In the favela desperation overtakes hope and the only work to be acquired is illegal and couched in violence. His older brother is a part of The Tender Trio, hoodlums who rob gas trucks and motels and one by one are taken down by corrupt Third World cops and the circumstances of the favela. Rocket’s growing years sees peers he played football in the dust with, turn from petty theft to giggling psychotic murderers.
Rocket, as a teenager, harbours ambitions of being a photographer. He isn’t made of the stuff that is required to become either a full blown gangster or even a petty criminal. However he somehow seems to be in the middle of the action in the favela, yet he also manages to exist outside of it.
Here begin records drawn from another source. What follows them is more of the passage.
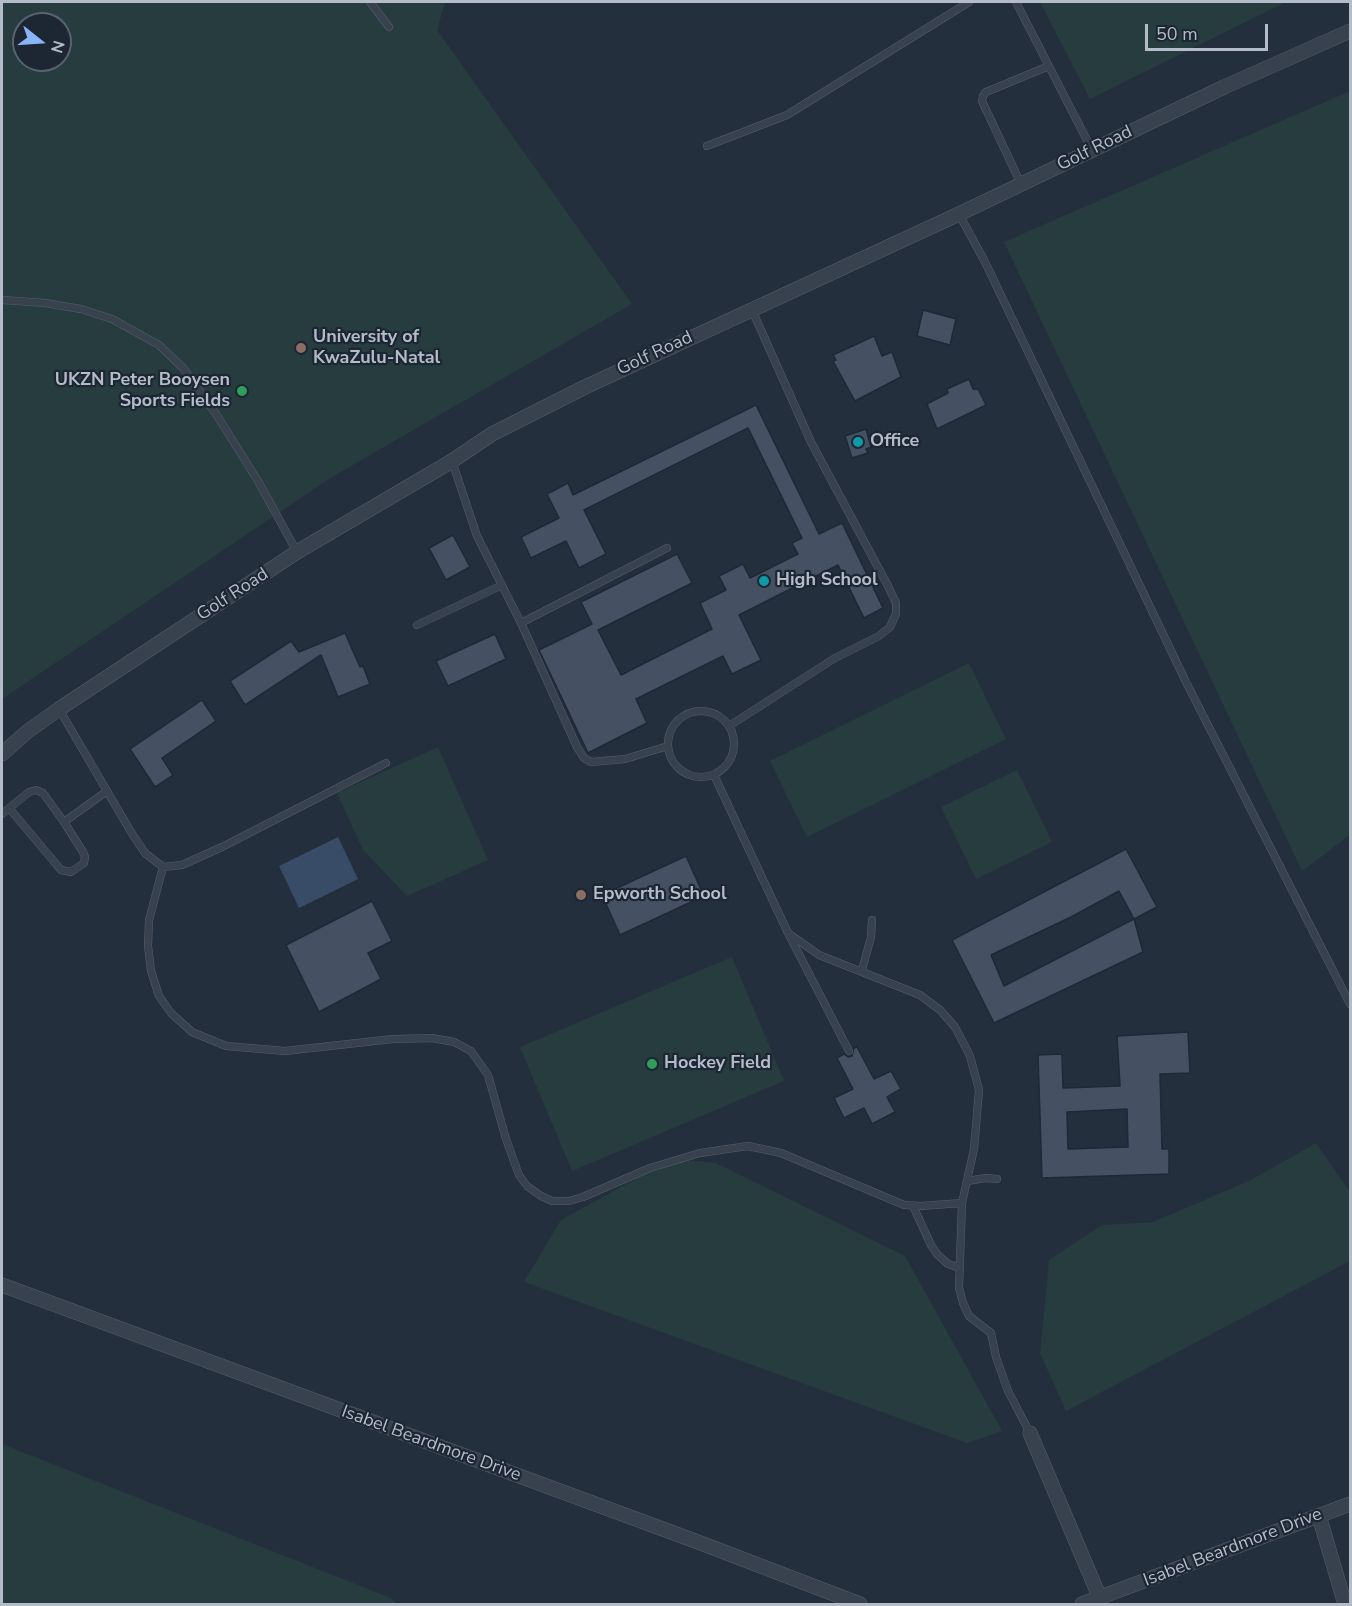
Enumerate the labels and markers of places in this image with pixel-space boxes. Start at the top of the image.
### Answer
place label: University of KwaZulu-Natal [313,327,440,370]
marker: University of KwaZulu-Natal [294,341,308,355]
place label: UKZN Peter Booysen Sports Fields [55,370,230,412]
marker: UKZN Peter Booysen Sports Fields [235,384,249,398]
place label: Office [870,431,919,453]
marker: Office [851,435,865,449]
place label: High School [776,570,878,592]
marker: High School [757,574,771,588]
place label: Epworth School [593,884,727,906]
marker: Epworth School [574,888,588,902]
place label: Hockey Field [664,1053,771,1075]
marker: Hockey Field [645,1057,659,1071]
Lil Z (Leandro de Hora), is an atypical child of the favela. He cannot read or write, and hopeless hunger warps his thinking and deadens his soul so significantly, all innocence burns away and he quickly turns to murder and drug dealing with maniacal and power hungry aplomb. He goes to a Candoumble priest to get protection and empowerment from Baba Exu (Esu/Eshu) and then proceeds to systematically wipe out all opposition to him taking over as drug overlord in the City of God. Lil Z’s career, fueled by his ruthlesness, eventually escalates into a full scale gang war in the streets of City of God.
Rocket and Lil Z are the same age, and their lives overlap throughout the story, often with hilarious and stomach churning episodes.
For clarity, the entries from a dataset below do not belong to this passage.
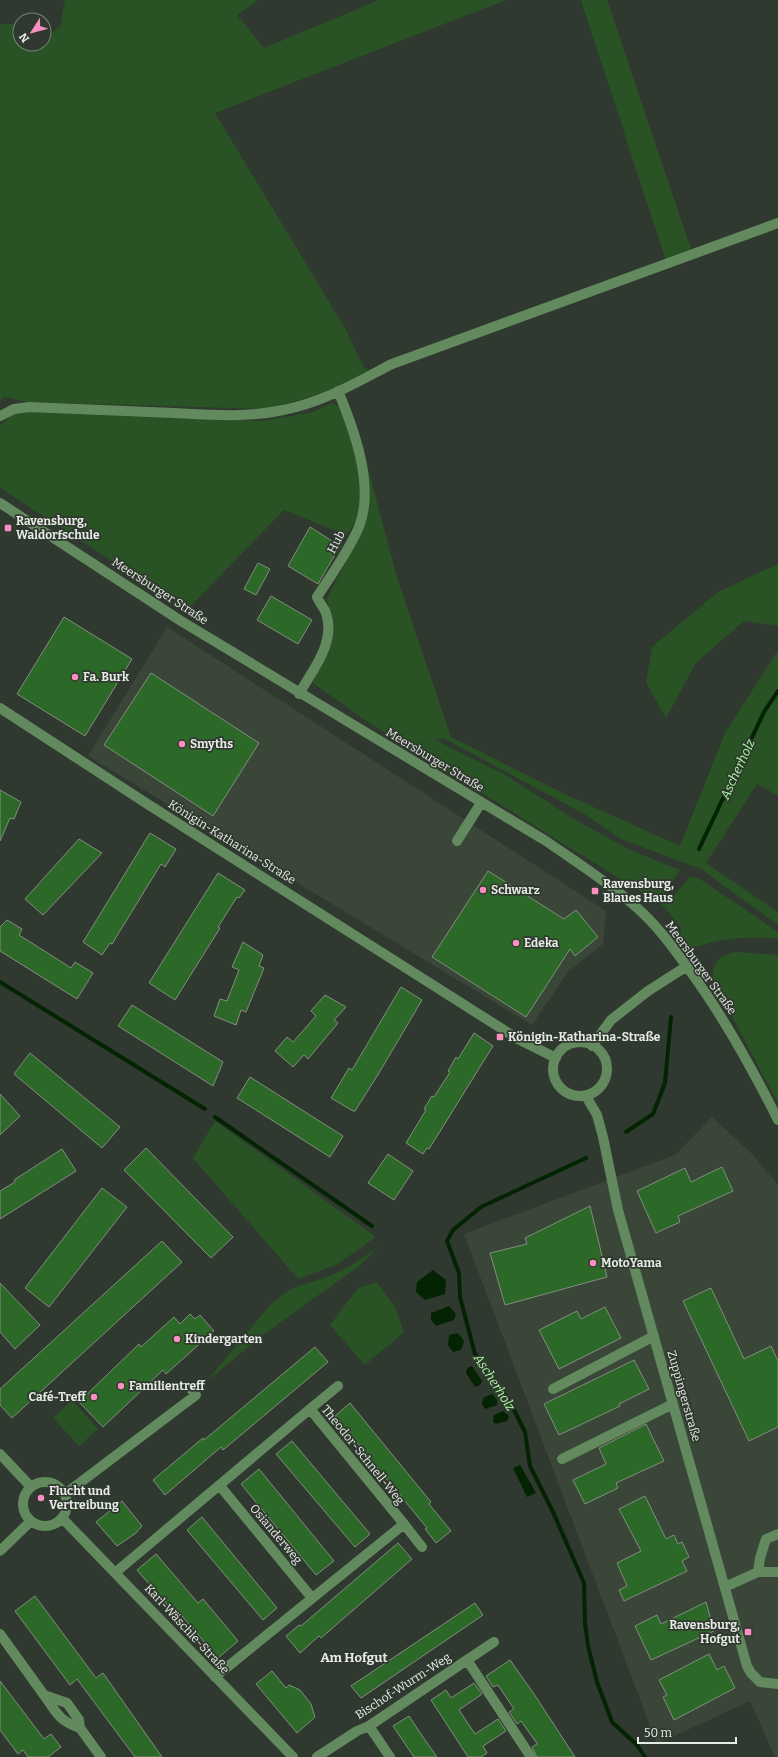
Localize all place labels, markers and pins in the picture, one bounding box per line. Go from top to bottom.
place label: Ravensburg, Waldorfschule [16,514,100,542]
marker: Ravensburg, Waldorfschule [3,523,13,533]
place label: Fa. Burk [83,670,130,684]
marker: Fa. Burk [70,672,80,682]
place label: Smyths [190,737,233,751]
marker: Smyths [177,739,187,749]
place label: Ravensburg, Blaues Haus [603,877,674,905]
place label: Schwarz [491,883,540,897]
marker: Schwarz [478,885,488,895]
marker: Ravensburg, Blaues Haus [590,886,600,896]
place label: Edeka [524,936,559,950]
marker: Edeka [511,938,521,948]
place label: Königin-Katharina-Straße [508,1030,661,1044]
marker: Königin-Katharina-Straße [495,1032,505,1042]
place label: MotoYama [601,1256,662,1270]
marker: MotoYama [588,1258,598,1268]
place label: Kindergarten [185,1332,263,1346]
marker: Kindergarten [172,1334,182,1344]
place label: Familientreff [129,1379,206,1393]
marker: Familientreff [116,1381,126,1391]
place label: Café-Treff [29,1390,87,1404]
marker: Café-Treff [89,1392,99,1402]
place label: Flucht und Vertreibung [49,1484,119,1512]
marker: Flucht und Vertreibung [36,1493,46,1503]
place label: Ravensburg, Hofgut [669,1618,740,1646]
marker: Ravensburg, Hofgut [743,1627,753,1637]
Rocket manages to acquire a camera, and although he prefers to take pictures of Angelica, who he hopes to lose his virginity with, he ends up taking pictures of the gangs as they pose with heavy artillery. These pictures come to the attention of a newspaper and launches his career.
Lilting camera work, clever angles and freeze shots; a weaving but brilliant storyline, this film is packed with both horrifying violence and uproarious funny moments. City of God is a frightening yet entertaining slice of life in the favelas of Rio De Janeiro. You get the sensation of a documentary, maybe because the majority of the cast are real favela dwellers, recruited from the streets to play roles in the film.
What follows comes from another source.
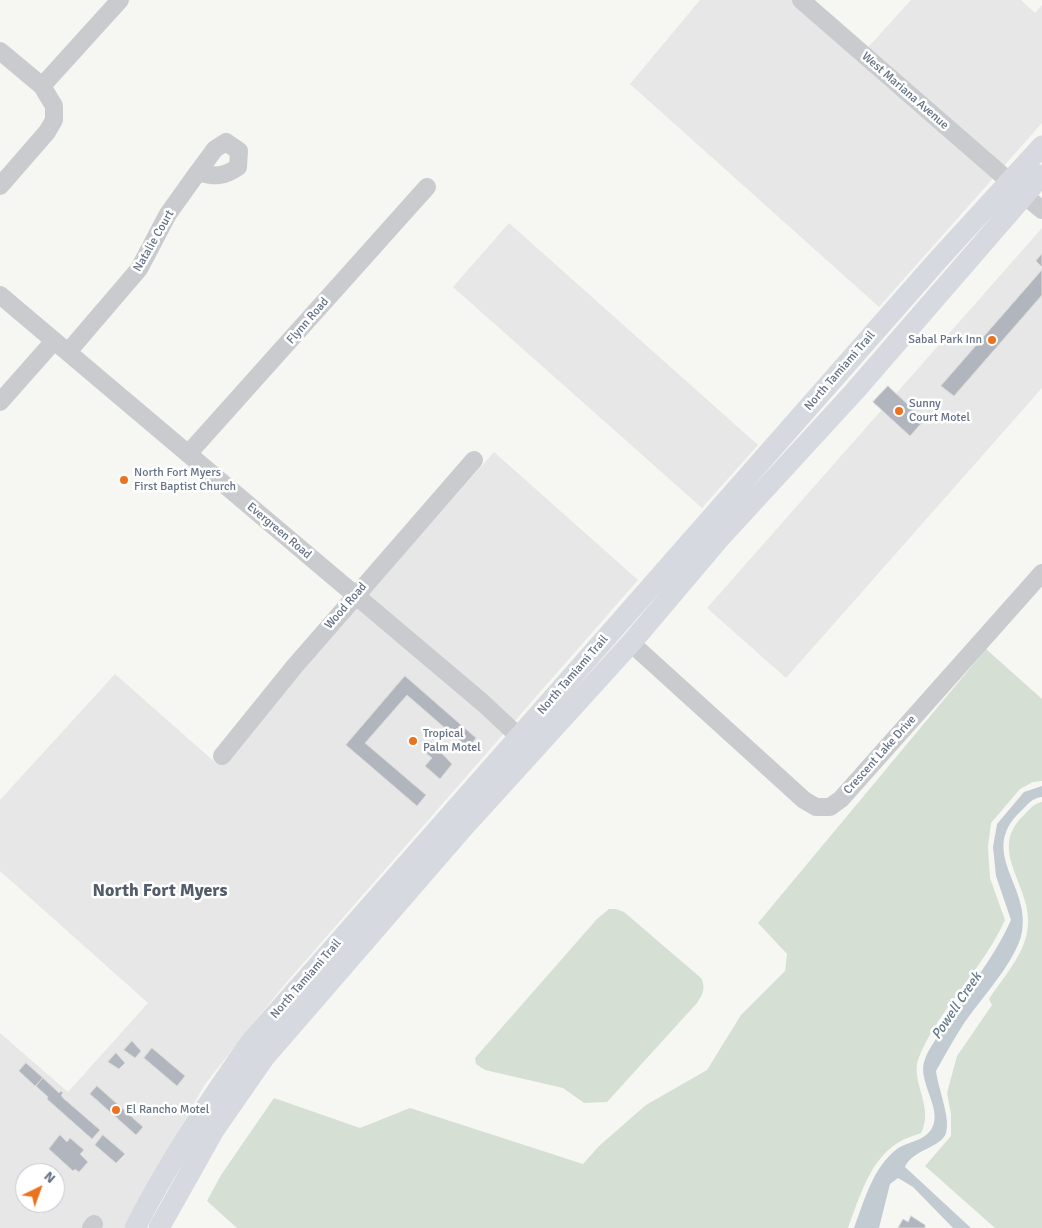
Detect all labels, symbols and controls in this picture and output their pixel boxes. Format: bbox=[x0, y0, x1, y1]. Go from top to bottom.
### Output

You watch as the actors run through streets with garbage piled high on both sides; watch as children commit violence without breaking a sweat. You can see this film is a mirror of real events, because a film with this kind of authenticity is rare.
As death ridden as this film is, as violent and scary, it is not without it’s measure of hope. Rocket sees his world differently, and his alternate view opens a road for him to pass through this violent environment unscathed and with a job many of the favela children have no hope of attaining. He gets to follow his dreams into a different life.
The director, Fernando Meirelles finds a way to humanise even Lil Z, whose complete lack of conscience and his stunted emotional development are two sides of the same coin. Meirelles’ marvellous eye for composition and his unrelenting exposure of a world most of us are fortunate enough never to encounter, make him an unsung hero and well deserving of accolades.The film is brilliant from beginning to end, and keeps the blood pumping.
Laughter at the main cast’s antics is quickly followed by stomach clenching moments, but at no point does the grittiness of this story let up. One of the best made films seen in recent times.
Based on a true story written by Paul Lin.
In Portuguese with English subtitles.